Five Star Default Servicing Conference - an insight on REOs from Realty Trac
The Five Star Default Servicing Conference and Expo had in-depth, university-style education courses. While there, I took certification courses:
· Marketing REO Properties,
· Property Preservation,
· industry portal REO.Trans
· industry portal REO.Net.
I wanted to share with you some things that I learned at this conference.
I arrived quite early for the REO Marketing Course that was to be presented by Rick Sharga, Senior Vice President of RealtyTrac Inc. Since we had some time before the actual class started, Rick and a few of us got talking about the REO market. By the way, REO means Real Estate Owned and it means Bank Owned or Foreclosed properties. As we chatted, he brought out a presentation he had on his laptop and frankly, it was one of the most interesting presentations I saw at the conference—and this, mind you, a “quasi-private” showing at that! Here are excerpts of his presentation:
Obviously there were many factors involved in getting us to what the Mortgage Bankers Association has referred to as the “highest level ever” of foreclosure activity.
One of the factors was the availability of various loan products that were used for purposes other than those for which they were created.
Fed Policy:
· Stimulus aimed at righting the market after the dot-com meltdown and 9/11
· “Free money” policy drove down rates and artificially drove up home prices
Wall Street Securitization:
· Voracious appetite for exotic loans
· Risks shifted from banks to grape farmers in Tuscany
Fundamental Changes in Behavior:
· Lenders go from “buy and hold” to “Buy to distribute:
· Borrowers look at real estate as a place to park their money, not a place to park their car
The average homebuyer had virtually NO REASON to be sold a negative amortization loan; and ARMs weren’t created to put people into homes they really couldn’t afford. The problem went beyond loan types; there were fundamental changes in the market itself: Homebuyers treated homes as an investment rather than a place to live and Lenders adopted a strategy of “lending to sell” vs. “lending to hold.”

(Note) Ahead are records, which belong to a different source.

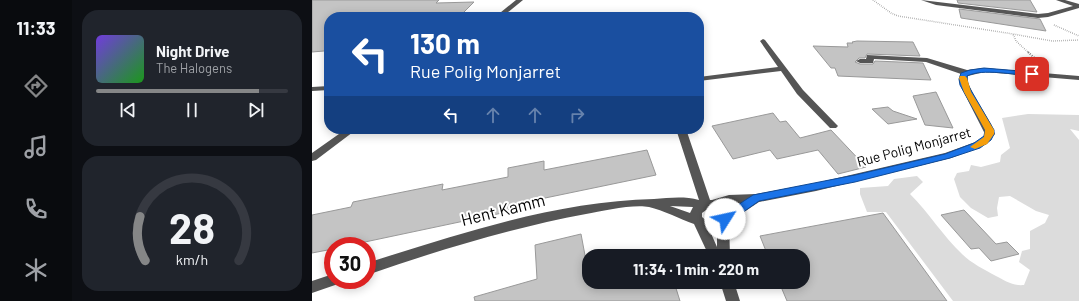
<!DOCTYPE html>
<html lang="en">
<head>
<meta charset="utf-8">
<style>
  :root { --surface:#171b24; --page:#20242c; --text:#f1f3f6; --muted:#9ea1a6; --line:#363941; --accent:#858687 }
  body { margin:0; font-family:Barlow,sans-serif; background:var(--page); color:var(--text); height:100vh; display:flex; flex-direction:column; font-size:15px; white-space:nowrap }
  * { box-sizing:border-box; margin:0 }
  p { font-size:13px; color:var(--muted) }
  .icon { flex:none; width:22px; height:22px; fill:none; stroke:currentColor; stroke-width:2; stroke-linecap:round; stroke-linejoin:round }
  .map { position:relative; flex:1; overflow:hidden }
  .details { display:flex; flex-direction:column; gap:10px; padding:10px; background:#0d0f14; width:240px }
  .details>* { flex:none }
  .guide { position:absolute; left:12px; top:12px; width:380px; height:122px; border-radius:16px; box-shadow:0 2px 10px #0003; background:#1a4fa0; color:#fff; overflow:hidden }
  .speed { position:absolute; left:12px; top:237px; display:flex; gap:8px; font-size:20px; font-weight:700; text-align:center }
  .speed>* { display:grid; place-content:center; width:52px; height:52px; border-radius:50%; background:var(--surface); box-shadow:0 2px 10px #0003; line-height:1 }
  .speed .limit { border:6px solid #d22; background:#fff; color:#111 }
  .pin { position:absolute; display:grid; place-items:center; width:34px; height:34px; color:#fff; margin:-17px; border-radius:8px; box-shadow:0 2px 6px #0006 }
  .me { position:absolute; width:44px; margin:-22px; rotate:55deg; stroke-linejoin:round; filter:drop-shadow(0 0 3px #0008) }
  .turn { display:flex; align-items:center; gap:14px; height:84px; padding:0 20px; font-size:18px }
  .turn .icon { width:52px; height:52px; stroke-width:2.5 }
  .turn b { display:block; font-size:28px; line-height:34px }
  .lanes { display:flex; align-items:center; height:38px; padding:0 20px; background:#0003; justify-content:center; gap:20px; direction:ltr }
  .lanes .off { opacity:.35 }
  .details .card { flex:1; display:flex; flex-direction:column; justify-content:center; gap:6px; min-width:0; padding:0 14px; border-radius:16px; background:var(--page) }
  .details .dial { align-items:center; gap:0 }
  .dial svg { height:104px; overflow:visible; fill:none; stroke:var(--line); stroke-width:7; stroke-linecap:round; text-anchor:middle }
  .dial text { fill:var(--text); stroke:none }
  .song { display:flex; align-items:center; gap:12px }
  .cover { width:48px; height:48px; border-radius:6px; background:linear-gradient(135deg,hsl(260 70% 55%),hsl(120 70% 35%)) }
  .played { height:4px; border-radius:2px; background:linear-gradient(90deg,var(--accent) 85%,var(--line) 85%) }
  .keys { display:flex; justify-content:space-around; direction:ltr }
  .trip { position:absolute; left:270px; top:249px; width:228px; height:40px; border-radius:16px; background:var(--surface); box-shadow:0 2px 10px #0003; font-weight:700; line-height:40px; text-align:center }
  main { display:flex; flex:1; min-height:0 }
  .tab-bar { display:flex; flex-direction:column; width:72px; justify-content:space-around; align-items:center; background:#090b0e; color:var(--muted) }
  .tab-bar .icon { width:28px; height:28px }
  .tab-bar .selected { color:var(--accent) }
  .tab-bar b { font-size:18px; color:var(--text) }
  .map>svg:first-child { display:block }
  .green { fill:#dcdcdc }
  .building { fill:#c4c4c4; stroke:#999 }
  .lines { fill:none; stroke-linecap:round; stroke-linejoin:round }
  .path-far1 { stroke:#777; stroke-width:1.5; stroke-dasharray:0.5 1.5; stroke-linecap:butt }
  .path { stroke:#777; stroke-width:2; stroke-dasharray:1 1.5; stroke-linecap:butt }
  .minor { fill:#555; fill-rule:evenodd }
  .route { fill:#1a73e8; stroke:#114b97 }
  .slow { fill:#f59e0b }
  .labels { text-anchor:middle; stroke-width:4; stroke-linejoin:round; paint-order:stroke }
  .street-label { font-size:14px; fill:#000; stroke:#fff }
  .near-street-label { font-size:17px; fill:#000; stroke:#fff }
</style>
</head>
<body>
<main>
<nav class="tab-bar">
<b>11:33</b>
<svg class="icon selected" aria-label="directions" viewBox="0 0 24 24"><path d="M12 3l9 9-9 9-9-9zM9 14v-3h6M13 9l2 2-2 2"/></svg>
<svg class="icon" aria-label="music" viewBox="0 0 24 24"><path d="M9 18V5l10-2v13"/><circle cx="6" cy="18" r="3"/><circle cx="16" cy="16" r="3"/></svg>
<svg class="icon" aria-label="phone" viewBox="0 0 24 24"><path d="M5 4h4l2 5-3 2q2 4 5 5l2-3 5 2v4C11 20 4 13 5 4z"/></svg>
<svg class="icon" aria-label="climate" viewBox="0 0 24 24"><path d="M12 3v18M4 7l16 10M4 17L20 7"/></svg>
</nav>
<section class="details">
<div class="card">
<div class="song"><i class="cover"></i><div><b>Night Drive</b><p>The Halogens</p></div></div>
<div class="played"></div>
<div class="keys"><svg class="icon" aria-label="previous" viewBox="0 0 24 24"><path d="M18 5L8 12l10 7zM5 5v14"/></svg><svg class="icon" aria-label="pause" viewBox="0 0 24 24"><path d="M8 5v14M16 5v14"/></svg><svg class="icon" aria-label="next" viewBox="0 0 24 24"><path d="M6 5l10 7-10 7zM19 5v14"/></svg></div>
</div>
<div class="card dial"><svg viewBox="0 0 100 80">
<path d="M14 69A42 42 0 1 1 86 69"/>
<path d="M14 69A42 42 0 0 1 10 35" stroke="#858687"/>
<text x="50" y="56" font-size="32" font-weight="700">28</text>
<text x="50" y="72" font-size="11">km/h</text>
</svg></div>
</section>
<div class="map">
<svg width="767" height="301" viewBox="0 0 767 301">
  <rect width="100%" height="100%" fill="#fff"/>
  <path class="green" d="M716,114l51,1v16l-9,-2 9,11v161h-126l-67,-89h-19l-7,-18v-6l28,-2 6,-7 23,-3 6,6 -13,12c19,19 33,42 52,60 9,9 23,16 34,22 10,5 16,10 28,9l6,-15 -11,-8 3,-11 8,-2v-18l15,-8 4,-8 -13,-4 -26,-15 -11,1 -2,11 1,8 -10,2 -17,-10 -11,-11 -6,-18 3,-6 12,-2 2,-6 10,2 19,-5 1,-7 9,-7 -8,-30z"/>
  <path class="building" d="M0,0h127l-3,3 38,-1 -15,15h-130v31l-5,3 -12,1z
    M645,0h73l7,12 -79,-9z
    M647,9l81,10 6,12 -85,-13z
    M545,41l56,1 7,14 -53,-2 -2,4h-6l-4,4 5,2h13l2,-3 48,2 8,17 -93,-4 -3,-8h-4l-18,-22 35,1 -1,-4h6l-1,-1z
    M624,92l17,36 -28,-3 -12,-29z
    M576,107l5,4 24,8 -29,5 -16,-15z
    M461,113l7,9 6,-1 14,17 31,-8 35,37 -28,7 -20,-24 -41,9 -7,-9 -37,9 -21,-33z
    M335,150l9,25 -135,28v6l-175,37h-13v3l-21,4v-38l39,-8 2,-5 90,-18 -1,6 66,-13v-9l36,-7v9z
    M652,210l32,34 11,-2 12,12 -28,7 -12,-13 -8,1 -30,-34z
    M571,213l64,88h-160l-8,-19h24v-26h-35l-8,-20z
    M269,234l6,32 2,-1v17h85l6,19h-205l-1,-4 63,-18 -2,-34z"/>
  <g class="lines">
    <path class="path-far1" d="M561,0l18,13 7,3 115,18
      M742,25l25,11
      M717,53l-13,-12 -3,-7 39,7 27,-1"/>
    <path class="path" d="M716,52l14,13"/>
    <path class="minor" d="M204,0h7l-21,17h-7z
      M609,0l117,14 10,-1 25,-7 -17,-6h9l14,4v4l-31,9 -10,1 -102,-13z
      M451,39l2,1 38,50 33,34 2,2 -2,2h-6l-33,-34 -16,-23 -82,10v-4l79,-10 -18,-26z
      M555,55l60,3 40,12 17,-2 95,8v4l-95,-8 -16,4 -1,4 6,14 18,30 4,10 -8,10 -36,14 -135,33 -57,11 -30,20 1,34h-21l-15,-32c-14,-5 -31,-14 -45,-17 -16,-3 -47,4 -63,7 -75,14 -147,36 -219,61v-12c91,-29 190,-62 287,-64 15,-1 30,-3 45,1l-23,-71h10l24,71h2l17,-5 27,-1 60,-11 129,-30 36,-13 4,-6 -24,-47 -2,-7 2,-6 -35,-12 -52,-3 -1,4h-13l-4,-2 4,-2h6zM418,203h10l-11,7 -4,-5zM358,206l23,1 -3,6zM397,208l6,2 5,6 -3,4 -9,2 -6,-5v-4zM405,230v17l-7,-16z
      M17,86v4l-17,1v-4z
      M34,129h11l-41,31 -4,1v-8z
      M21,274v6h7l-2,4 -26,9v-12z
      M408,282h14l6,19h-14z"/>
  </g>
  <path class="route" d="M672,68l48,4 4,2 -4,2c-18,-1 -49,-8 -65,0l1,9 26,45v4l-3,6 -11,8 -30,10 -95,24 -96,19 -30,21 -4,1 -4,-1 -1,-3 1,-3 32,-21 102,-20 90,-21 29,-11 10,-7 1,-6 -25,-45 -1,-6 2,-6 9,-3z"/>
  <path class="slow" d="M648,76h5l2,2 4,14 23,38v4l-7,10 -12,5 -5,-2 14,-10 1,-7 -21,-38 -5,-14z"/>
  <g class="labels">
    <g class="street-label">
      <text transform="translate(602 147) rotate(-15)" y="5">Rue Polig Monjarret</text>
    </g>
    <g class="near-street-label">
      <text transform="translate(191 210) rotate(-14)" y="6">Hent Kamm</text>
    </g>
  </g>
</svg>
<div class="speed"><div class="limit">30</div></div>
<div class="pin" style="left:720px;top:74px;background:#d93025"><svg class="icon" aria-label="arrive" viewBox="0 0 24 24"><path d="M6 21V4h12l-3 4 3 4H6"/></svg></div>
<svg class="me" style="left:413px;top:219px" viewBox="-20 -20 40 40"><circle r="19" fill="#fff"/><path d="M0-13L10 11 0 6-10 11z" fill="#1a73e8"/></svg>
<div class="trip">11:34 · 1 min · 220 m</div>
<div class="guide">
<div class="turn"><svg class="icon" aria-label="left" viewBox="0 0 24 24"><path d="M17 20v-9H6M10 6l-5 5 5 5"/></svg><div><b>130 m</b>Rue Polig Monjarret</div></div>
<div class="lanes"><svg class="icon" aria-label="left" viewBox="0 0 24 24"><path d="M17 20v-9H6M10 6l-5 5 5 5"/></svg><svg class="icon off" aria-label="ahead" viewBox="0 0 24 24"><path d="M12 20V5M6 11l6-6 6 6"/></svg><svg class="icon off" aria-label="ahead" viewBox="0 0 24 24"><path d="M12 20V5M6 11l6-6 6 6"/></svg><svg class="icon off" aria-label="right" viewBox="0 0 24 24"><path d="M7 20v-9h11M14 6l5 5-5 5"/></svg></div>
</div>
</div>
</main>
</body>
</html>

Securitization and packaging of loan pools by Wall Street exacerbated already-shaky underwriting standards.

We may see one more giant spike in foreclosure activity, as tens of billions of dollars of subprime adjustable rate mortgages are due to reset through the second quarter of this year.

These types of loans have a delinquency rate of approximately 42%, and default at nearly a 15% rate.
The “optimistic” view on this is that many of the loans may have already gone into foreclosure, so we won’t see as much of a spike.
The lending community is also hopeful that lower Fed and LIBOR rates will allow some homeowners to aviod going into default. Q1 2008 showed a 112% increase in foreclosure activity over Q1 2007.
Foreclosure activity has increased on a year-over-year basis for 33 consecutive months, and is unlikely to slow down until 2009.
If activity continues at this rate, 2008 will end 50% higher than 2007 in terms of foreclosure rates.
Foreclosures: 2009 and Beyond

August was the highest month on record since the RealtyTrac report started in January 2005.
REO inventory will exceed 1 million homes by end of 2008 – up from 225,000 at the end of 2006
$200 billion in Alt-A and Option ARM loans due to begin resetting – and recasting – in 2009.